(Source records Opens)

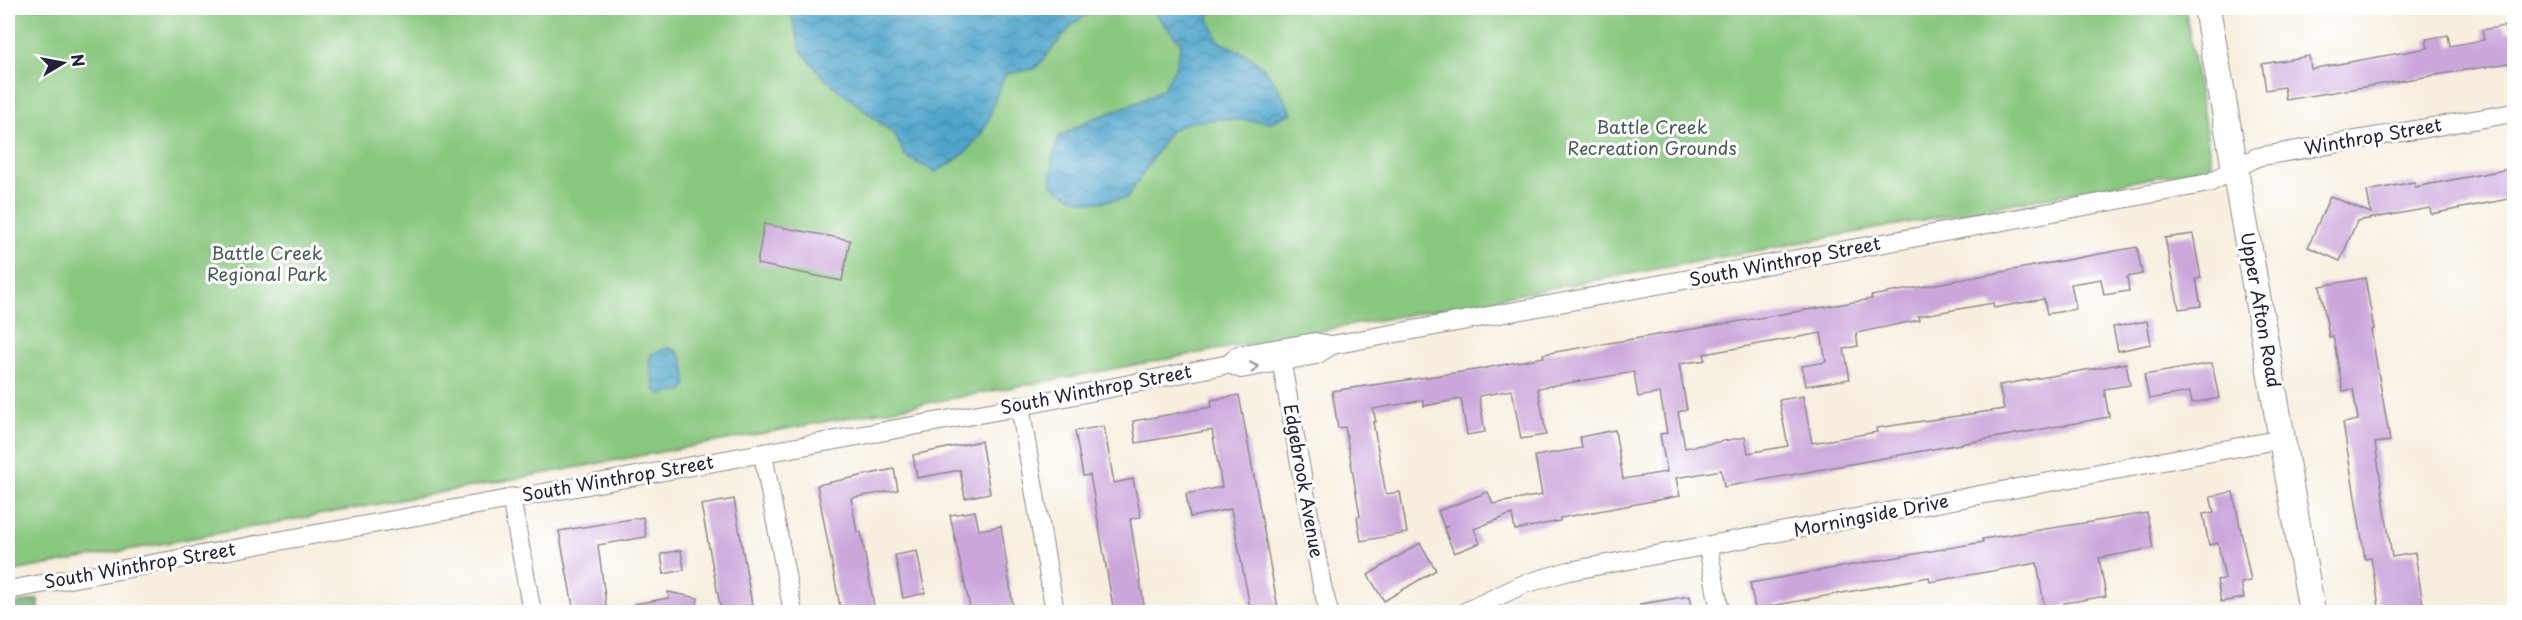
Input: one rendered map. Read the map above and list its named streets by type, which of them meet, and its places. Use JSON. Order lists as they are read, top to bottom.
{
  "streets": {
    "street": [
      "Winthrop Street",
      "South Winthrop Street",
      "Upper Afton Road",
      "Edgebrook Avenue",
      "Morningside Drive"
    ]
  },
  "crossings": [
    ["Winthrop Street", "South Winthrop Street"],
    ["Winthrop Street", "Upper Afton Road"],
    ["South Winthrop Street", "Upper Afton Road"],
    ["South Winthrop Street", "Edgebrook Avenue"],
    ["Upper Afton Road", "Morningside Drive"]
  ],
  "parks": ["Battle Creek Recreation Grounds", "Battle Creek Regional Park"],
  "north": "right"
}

(Source records Closes)

▶ What the task asks
Exact duplicates of all the entries are required, and no image may appear in them.

▶ The completed task
Input: one rendered map. Read the map above and list its named streets by type, which of them meet, and its places. Use JSON. Order lists as they are read, top to bottom.
{
  "streets": {
    "street": [
      "Winthrop Street",
      "South Winthrop Street",
      "Upper Afton Road",
      "Edgebrook Avenue",
      "Morningside Drive"
    ]
  },
  "crossings": [
    ["Winthrop Street", "South Winthrop Street"],
    ["Winthrop Street", "Upper Afton Road"],
    ["South Winthrop Street", "Upper Afton Road"],
    ["South Winthrop Street", "Edgebrook Avenue"],
    ["Upper Afton Road", "Morningside Drive"]
  ],
  "parks": ["Battle Creek Recreation Grounds", "Battle Creek Regional Park"],
  "north": "right"
}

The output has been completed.